Pero nada ocurrió. Es más, Pavel realizó una de las acciones de gracias más prolongadas y serenas de toda su vida como sacerdote. Con la satisfacción del deber cumplido, como el capitán de un comando que ha logrado destruir el objetivo marcado y ahora se prepara para el regreso a casa.

Mijail Antonovic fue advertido de que su viejo enemigo, aquel obispo puñetero que tantos quebraderos de cabeza le había provocado cuando estaba destinado en Praga, y que finalmente se le había escapado había llegado con casi dos horas de antelación a la cita. Aquellos malditos curas no acudían con tanto adelanto a una reunión porque sí y el comandante Mijail se moría de curiosidad.   

El encuentro entre ambos personajes fue cordial, es decir, frío y cortante pero muy educado. Ninguno de los dos quería rememorar el pasado. El coronel Mijail sólo advirtió:

-Ha cambiado usted muy poco monseñor.

-Usted, sin embargo, no ha cambiado nada. Coronel

-¿Cuál es el mensaje de Su Santidad? ¿Y por qué transmitírmelo a mí?

-Es muy sencillo. El Mensaje no es más que el anuncio acerca del próximo fin del comunismo.

-Padre, ¿a horas tan tempranas ya se ha empapado usted en vodka?

-El Santo Padre se prepara para consagrar a Rusia al Inmaculado Corazón de María, tal y como Nuestra Señora de Fátima ordenó.

Mijail Antónovic Músorgski miró a su interlocutor. Sabía que no trataba con ningún simplón pero no podía comprender a qué venía aquello. Iba a ensayar una respuesta cuando sonó el teléfono. Y un buen comunista jamás rechaza el auricular que le reclama. Podría ser información.

Y lo era, El coronel se mantuvo apenas un minuto al teléfono y pronto comprendió:

-Monseñor Hnilica: ¿sería tan amable de abrir su maleta?

-No encontrará ni una miga de pan –tenga en cuenta que era pan fermentado, y ni una gota de vino.

-¡No puede ser! –exhaló Mijail Antónovich

-¿Por qué no? –respondió el sacerdote-. Usted nos conoce y conoce nuestras armas. Simplemente he utilizado la más poderosa de todas en su mismísimo cuartel general. Ya era hora de que se dijera misa en el Kremlin.

-Maldito loco. ¿Qué pretendía conseguir con semejante bufonada? ¿Acaso cree que por colgar su tenderete en el Kremlin iba a derrocar al régimen soviético, el más poderoso del mundo? ¿Acaso cree que su anticuada superstición puede derrotar al Ejército Rojo?

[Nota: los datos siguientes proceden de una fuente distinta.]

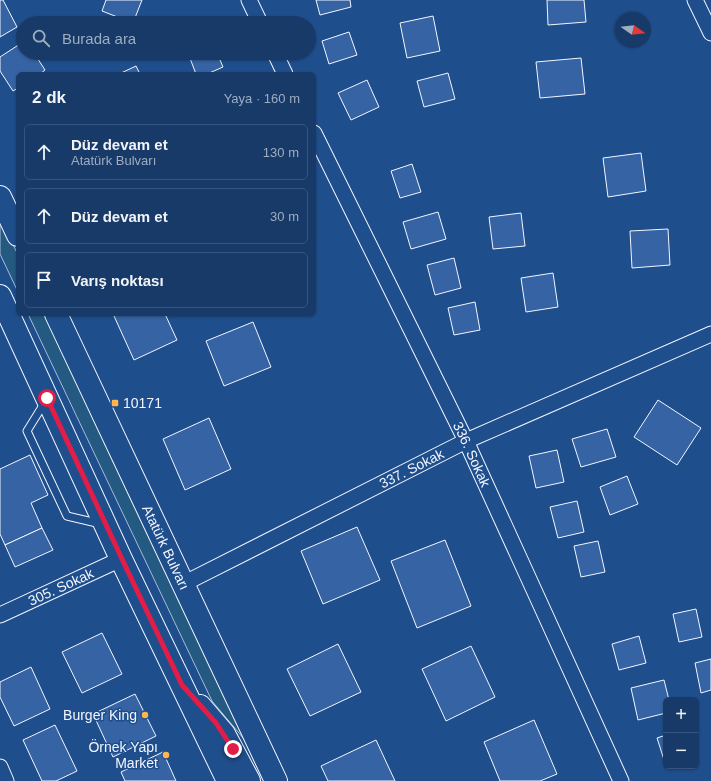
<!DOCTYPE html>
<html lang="tr">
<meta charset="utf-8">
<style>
body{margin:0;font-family:Helvetica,sans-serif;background:#20416f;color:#f1f3f6}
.controls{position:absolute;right:12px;bottom:12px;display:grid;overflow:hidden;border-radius:6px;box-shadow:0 1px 3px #0004}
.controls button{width:36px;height:36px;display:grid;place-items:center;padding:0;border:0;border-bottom:1px solid #36547d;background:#173a69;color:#f1f3f6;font:20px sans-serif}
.compass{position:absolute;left:615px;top:12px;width:36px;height:36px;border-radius:50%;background:#173a69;box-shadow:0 1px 3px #0004;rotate:104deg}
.stop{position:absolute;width:12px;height:12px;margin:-9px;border:3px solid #e11d48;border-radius:50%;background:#fff}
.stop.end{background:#e11d48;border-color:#fff;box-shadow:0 1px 4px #0008}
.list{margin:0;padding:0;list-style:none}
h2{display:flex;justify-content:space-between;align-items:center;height:52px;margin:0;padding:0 16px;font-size:17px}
h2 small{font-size:13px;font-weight:400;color:#9eadc0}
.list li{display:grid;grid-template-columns:26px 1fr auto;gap:12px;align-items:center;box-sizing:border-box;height:56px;margin:0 8px 8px;padding:0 8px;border:1px solid #36547d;border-radius:6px}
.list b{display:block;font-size:15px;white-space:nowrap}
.list p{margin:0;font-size:13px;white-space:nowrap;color:#9eadc0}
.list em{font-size:13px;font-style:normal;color:#9eadc0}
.icon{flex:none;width:22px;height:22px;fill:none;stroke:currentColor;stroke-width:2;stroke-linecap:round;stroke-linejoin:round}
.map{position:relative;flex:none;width:711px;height:781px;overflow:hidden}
.search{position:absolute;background:#173a69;box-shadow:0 1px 3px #0004;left:16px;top:16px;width:300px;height:44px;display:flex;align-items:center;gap:10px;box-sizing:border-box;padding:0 14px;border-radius:22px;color:#9eadc0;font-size:15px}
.panel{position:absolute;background:#173a69;box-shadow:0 1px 3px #0004;left:16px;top:72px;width:300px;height:244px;border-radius:6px}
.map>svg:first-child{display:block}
</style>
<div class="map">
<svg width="711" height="781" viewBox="0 0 711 781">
<rect width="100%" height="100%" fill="#1f4e8c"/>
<!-- green -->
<g fill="#245a82" stroke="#a8bbd7">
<polygon points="0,217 18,255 18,292 0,254"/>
<polygon points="28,314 46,314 264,781 244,739 212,701"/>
</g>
<!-- building -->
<g fill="#3563a3" stroke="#f2f6ff">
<polygon points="0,0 3,0 17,27 0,37"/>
<polygon points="106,0 142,0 133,23 102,11"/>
<polygon points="316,0 350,0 351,7 320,15"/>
<polygon points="547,0 584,0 586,22 548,25"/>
<polygon points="433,16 440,51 407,58 400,23"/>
<polygon points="349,32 357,55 329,64 322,41"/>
<polygon points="23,42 23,53 34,53 45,70 40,74 18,74 18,88 13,91 0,71 0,57"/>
<polygon points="188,53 217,53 223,67 207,74 196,74"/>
<polygon points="581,58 585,94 540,98 536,62"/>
<polygon points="136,66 140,74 119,74"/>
<polygon points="448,73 455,99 424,107 417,81"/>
<polygon points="367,80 379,107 351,120 338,93"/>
<polygon points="641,153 646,191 608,197 603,158"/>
<polygon points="412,164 421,192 400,198 391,171"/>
<polygon points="438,212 446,239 411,249 403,222"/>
<polygon points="521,213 525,246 493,249 489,217"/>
<polygon points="668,229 670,265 632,268 630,231"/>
<polygon points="454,258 461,288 435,295 427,265"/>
<polygon points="553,273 558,307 526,312 521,278"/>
<polygon points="475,302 480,330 454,335 448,308"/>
<polygon points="117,314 165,314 177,340 134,360 114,316"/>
<polygon points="253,322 271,367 224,386 206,341"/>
<polygon points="658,400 701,428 677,465 634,437"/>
<polygon points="209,418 231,469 185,490 163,439"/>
<polygon points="607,429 616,457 581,467 572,439"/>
<polygon points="557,450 564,482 536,488 529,456"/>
<polygon points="30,455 48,495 31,503 42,528 5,545 0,534 0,469"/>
<polygon points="627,476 638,504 610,515 600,487"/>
<polygon points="577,501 584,532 558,538 550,507"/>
<polygon points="357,527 380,580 323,604 301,551"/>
<polygon points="42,528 53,550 15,567 5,545"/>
<polygon points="445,540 471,606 417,628 391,561"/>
<polygon points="598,541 605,572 581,577 574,546"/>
<polygon points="696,609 702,637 679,642 673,614"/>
<polygon points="102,633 122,674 82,693 62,652"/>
<polygon points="639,636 646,663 619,670 612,644"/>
<polygon points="338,644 361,692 310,716 287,669"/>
<polygon points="471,646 495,697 446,721 422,669"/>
<polygon points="711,659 711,690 701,693 695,663"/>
<polygon points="31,667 50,709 14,726 0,697 0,682"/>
<polygon points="664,680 669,700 666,700 666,713 638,720 631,688"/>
<polygon points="135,694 156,736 113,757 93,714"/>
<polygon points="534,720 557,774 540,781 500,781 484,742"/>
<polygon points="55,725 77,771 56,781 42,781 23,740"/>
<polygon points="666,735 667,766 666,766 657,738"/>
<polygon points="376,740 395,781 328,781 321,766"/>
<polygon points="163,752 176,781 125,781 121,772"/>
</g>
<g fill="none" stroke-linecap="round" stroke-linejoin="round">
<defs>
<polyline id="service" points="45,402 27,431 67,516 101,524"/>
<g id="minor">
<polyline points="249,0 260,23"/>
<polyline points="695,0 711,33"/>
<polyline points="275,53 285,74"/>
<path id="s1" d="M314 133 466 441 621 781"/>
<path id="s2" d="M183 584 466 441 711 334"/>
<path id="s3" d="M0 615 121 559"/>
<polyline points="0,767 6,781"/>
</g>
<g id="primary">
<polyline points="0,197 18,235"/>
<polyline points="0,296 121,559 228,781"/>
<path id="s4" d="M56 314 276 781"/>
<polyline points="200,706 224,734 249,781"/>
</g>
</defs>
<!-- service casing -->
<use href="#service" stroke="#f2f6ff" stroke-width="9"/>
<!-- minor casing -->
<use href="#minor" stroke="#f2f6ff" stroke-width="17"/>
<!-- primary casing -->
<use href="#primary" stroke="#f2f6ff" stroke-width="24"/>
<!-- service -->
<use href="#service" stroke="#1f4e8c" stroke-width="7"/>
<!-- minor -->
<use href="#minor" stroke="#1f4e8c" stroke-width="15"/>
<!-- primary -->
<use href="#primary" stroke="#1f4e8c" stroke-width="22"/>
</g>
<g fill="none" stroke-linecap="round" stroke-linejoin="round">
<!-- route -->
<polyline stroke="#e11d48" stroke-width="5" points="47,398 122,559 182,685 216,723 233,749"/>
</g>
<!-- markers -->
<g fill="#ffb74d" stroke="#1f4e8c" stroke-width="1.5">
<rect x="111" y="399" width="8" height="8" rx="2"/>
<circle cx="145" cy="715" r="4"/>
<circle cx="166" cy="755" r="4"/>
</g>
<g text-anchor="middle" stroke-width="3" stroke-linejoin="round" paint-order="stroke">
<!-- poi labels -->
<g font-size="14" fill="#f2f6ff" stroke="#1f4e8c" text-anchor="end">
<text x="123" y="408" text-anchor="start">10171</text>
<text x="137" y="720">Burger King</text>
<text x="158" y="752">Örnek Yapı<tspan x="158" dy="16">Market</tspan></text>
</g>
<!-- street labels -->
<g font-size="14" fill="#f2f6ff" stroke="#1f4e8c">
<text dy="5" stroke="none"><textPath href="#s1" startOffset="358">336. Sokak</textPath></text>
<text dy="5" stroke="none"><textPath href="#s2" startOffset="256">337. Sokak</textPath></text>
<text dy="5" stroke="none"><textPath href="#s4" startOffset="258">Atatürk Bulvarı</textPath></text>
<text dy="5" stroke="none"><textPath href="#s3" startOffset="67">305. Sokak</textPath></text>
</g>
</g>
</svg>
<div class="controls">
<button>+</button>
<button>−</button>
</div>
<svg class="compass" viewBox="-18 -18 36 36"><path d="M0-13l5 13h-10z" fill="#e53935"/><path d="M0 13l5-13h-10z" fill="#9eadc0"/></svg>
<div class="stop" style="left:47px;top:398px"></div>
<div class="stop end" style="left:233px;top:749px"></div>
<div class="search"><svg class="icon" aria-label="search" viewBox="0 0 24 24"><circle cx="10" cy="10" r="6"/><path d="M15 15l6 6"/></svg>Burada ara</div>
<section class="panel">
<h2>2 dk<small>Yaya · 160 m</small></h2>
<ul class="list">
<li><svg class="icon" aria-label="ahead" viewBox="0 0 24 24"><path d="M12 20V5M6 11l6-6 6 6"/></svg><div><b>Düz devam et</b><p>Atatürk Bulvarı</p></div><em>130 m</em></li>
<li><svg class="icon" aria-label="ahead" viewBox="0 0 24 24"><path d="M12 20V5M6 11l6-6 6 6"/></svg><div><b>Düz devam et</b></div><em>30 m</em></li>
<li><svg class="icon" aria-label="arrive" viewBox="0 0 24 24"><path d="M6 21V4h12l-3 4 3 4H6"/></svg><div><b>Varış noktası</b></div></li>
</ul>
</section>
</div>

-Y ustedes –replicó monseñor Hnilika, ¿Por qué oficiaron una misa negra en el Vaticano? Y ya puestos, ¿por qué enviaron un asesino profesional a terminar con la vida de mi amigo Karol?

-Puedo detenerle.

-Sí, puede hacerlo. Nunca ha necesitado una excusa para ello. Pero, ¿cree que merece la pena? No se preocupe. Esto no saldrá a la luz. Nosotros nos conformamos con que actúe la Gracia. Y la Gracia, querido coronel, está a punto de actuar.